Se quedó descolocado. Es lo que uno debe intentar, todo el tiempo. Por eso, después de hacerle repetir por tercera vez que no conocía ni tenía puta idea de quién era Marcos Larrea, le pedí a Chamorro:

– Trae el vídeo, anda.

Le pusimos las imágenes. Las de él entrando con los otros dos en la pizzería de Getafe. Las de Marcos Larrea entrando poco después. Las de los cuatro saliendo juntos. Lo encajó en silencio, impasible.

– ¿Usted y sus amigos suelen ligar en las pizzerías con hombres a los que no conocen? -le pregunté, suavemente.

– A mí no me llama maricón ni usted ni nadie -saltó.

Bien, bien. Se estaba calentando. A partir de ahí, vendría la luz.

– No digo que no le gusten también las mujeres. Uno puede hacer a todo, y no por eso ser menos hombre.

– Usted se tragará esa mierda que acaba de decir, cuando ponga el culo. Yo sólo follo con mujeres.

Meneé la cabeza.

– No hable así, por favor. Mi compañera fue a un colegio de monjas y es muy sensible. Además, a partir de ahora lo de follar se le va a poner chungo, como no cambie de apetencias. Una vez al mes, si le toca una prisión enrollada y se porta bien. Y si su mujer no le deja, claro.

Aquí, Manrique optó por callarse.

– Vamos, señor Manrique -le apreté-, no sea chiquillo.

– No sé de qué mierda me están hablando ni pienso confesar nada. No tienen ninguna prueba. No veo en ese vídeo a nadie matando a nadie.

El mismo disco, más o menos, fue el que pusieron los otros tres, por mucho que les apretamos. Nos reunimos a deliberar.

– En una de las casas, cuando hacíamos el registro, había una mujer mayor -recordé-. Si no me equivoco era la madre de Manrique.

– ¿Y? -dudó Chamorro.

– Es un macho. ¿Qué tal si le damos en el orgullo?

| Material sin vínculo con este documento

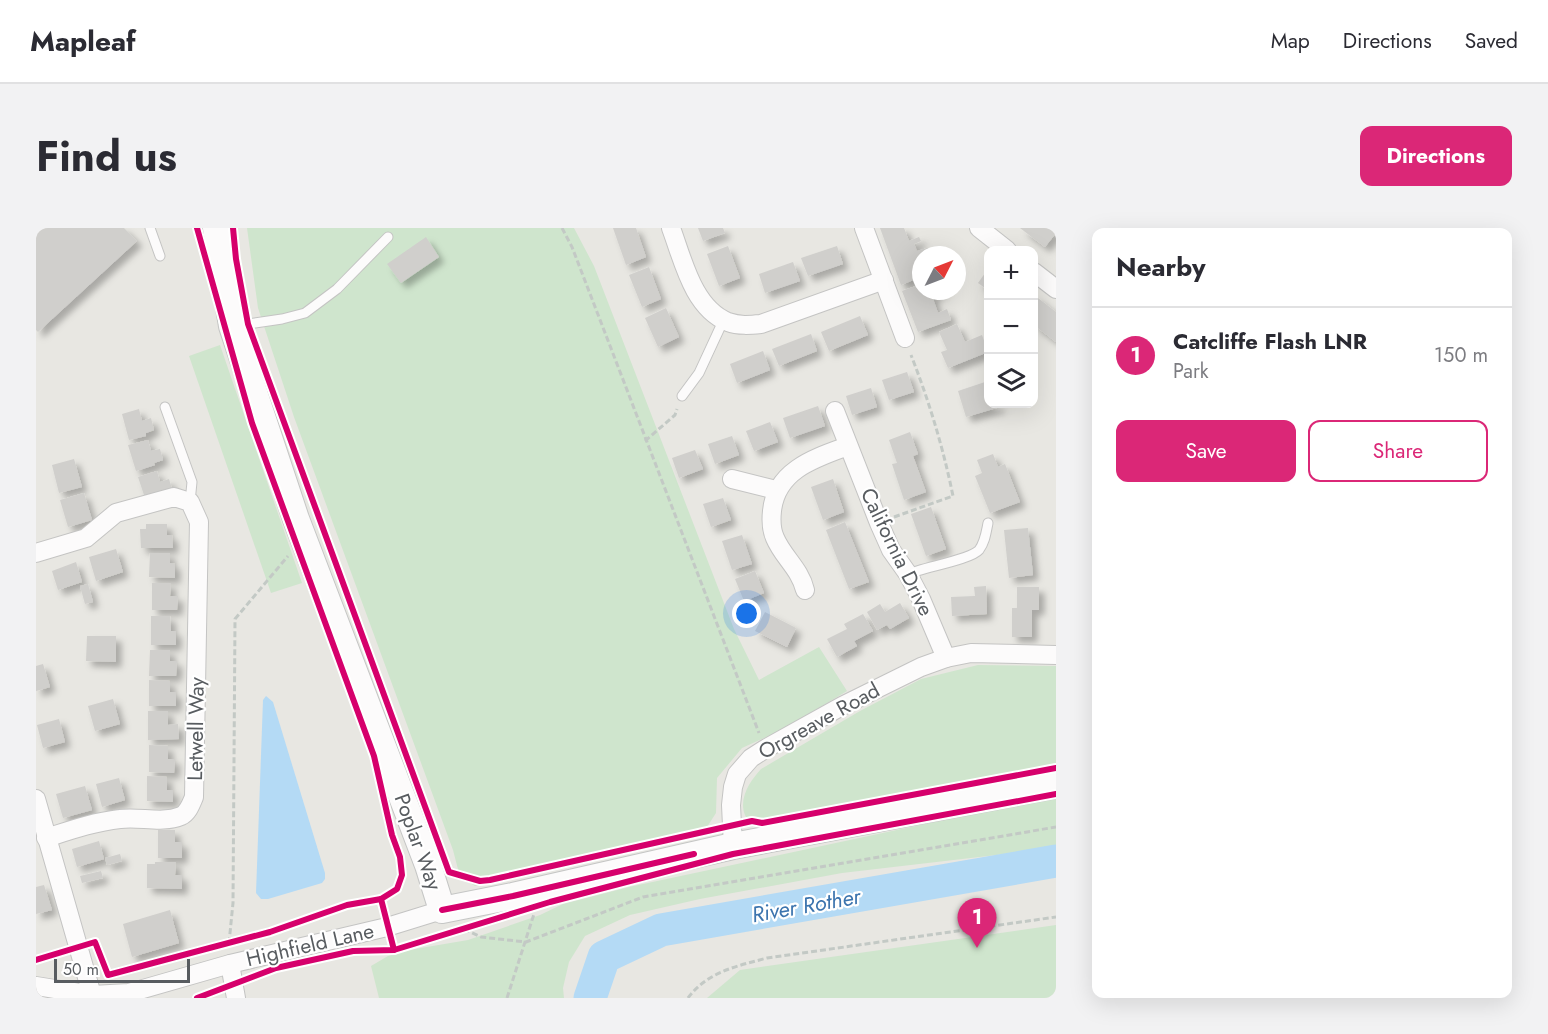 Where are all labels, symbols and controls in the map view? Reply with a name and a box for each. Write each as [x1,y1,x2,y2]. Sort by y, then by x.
text: Mapleaf [30,21,136,62]
text: Map [1271,26,1310,56]
text: Directions [1343,26,1432,56]
text: Saved [1465,26,1518,56]
text: Find us [36,126,177,187]
button: Directions [1360,126,1512,186]
north arrow [912,246,966,300]
map controls [984,246,1038,408]
button: + [984,246,1038,300]
text: Nearby [1116,248,1205,286]
button: − [984,300,1038,354]
text: Catcliffe Flash LNR [1173,325,1367,357]
text: 1 [1130,341,1141,370]
text: 150 m [1434,341,1488,370]
button: layers [984,354,1038,408]
text: Park [1173,357,1209,386]
button: Save [1116,420,1296,482]
button: Share [1308,420,1488,482]
street label: California Drive [853,483,941,621]
your location [732,599,761,628]
street label: Orgreave Road [753,675,885,767]
street label: Letwell Way [180,676,212,781]
street label: Poplar Way [387,790,450,895]
water label: River Rother [749,879,864,930]
pin: 1 [958,898,996,948]
street label: Highfield Lane [243,916,377,974]
scale bar [54,956,190,984]
text: 50 m [63,958,99,981] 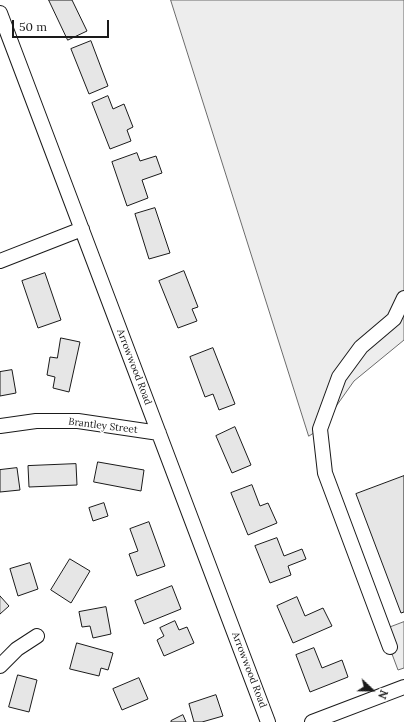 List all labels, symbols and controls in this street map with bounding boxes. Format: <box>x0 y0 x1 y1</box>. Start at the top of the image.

No fue muy difícil arreglar que Manrique estuviera en el lugar oportuno, hora y media después, para ver pasar esposada a su anciana madre. La tratamos con toda consideración, pero una madre esposada es siempre una madre esposada, y a un hijo la imagen le hace efecto.

– ¿Qué coño estáis haciendo, hijos de puta? -gritó Manrique.

Diez minutos después, estábamos de nuevo con él en el cuarto de interrogatorios. No es un cuarto acogedor. Tiene la mugre y el olor de la mucha mala gente que ha pasado por allí, porque no podemos pintarlo con la frecuencia que querríamos. A Manrique, agotada la furia inicial, parecían habérsele conectado de nuevo los circuitos del cerebro. Dejé que fuera Chamorro quien acabara de traerlo al cajón.

– La verdad, señor Manrique -le dijo-, no veo cómo puede soportar la vergüenza de ver a su pobre madre aquí, por culpa de su chulería. Me parece que es usted de los que son muy hombres para largar y pegarle a una mujer, por ejemplo, pero no para dejarse volar los huevos cuando meten la pata y les pillan. Eso es ser hombre, en mi opinión. Pero usted no, a usted ni siquiera le importa que su madre pague los platos rotos.

Debo decir que oír a Chamorro emplear aquel lenguaje, al que en su conversación habitual no recurría, me impresionó incluso a mí.

– Lo que estáis haciendo es ilegal. Os denunciaré -lloriqueó el tipo.

– Denuncia, hombre -le invitó Chamorro-. ¿Qué quieres que hagamos? Registramos una casa, encontramos dos armas, ninguno de los habitantes tiene permiso. En un principio pensamos que los pistoleros sois vosotros, ya sé que es un prejuicio, pero bueno, la inercia. Y ahora resulta que nunca habéis roto un plato. Y entonces tenemos que preguntarnos: ¿Oye, no será que la pistolera es la vieja? Piénsalo, es lo lógico.

– Está bien, zorra, cállate ya -se derrumbó, al fin-. Me rindo. Pero quiero que la soltéis, en seguida.

– Eso depende de tu actuación, cariño. Y por cierto, si vuelves a faltarme al respeto te juro que mamá se pasa detenida setenta y una horas y cincuenta y nueve minutos. ¿Lo vas entendiendo?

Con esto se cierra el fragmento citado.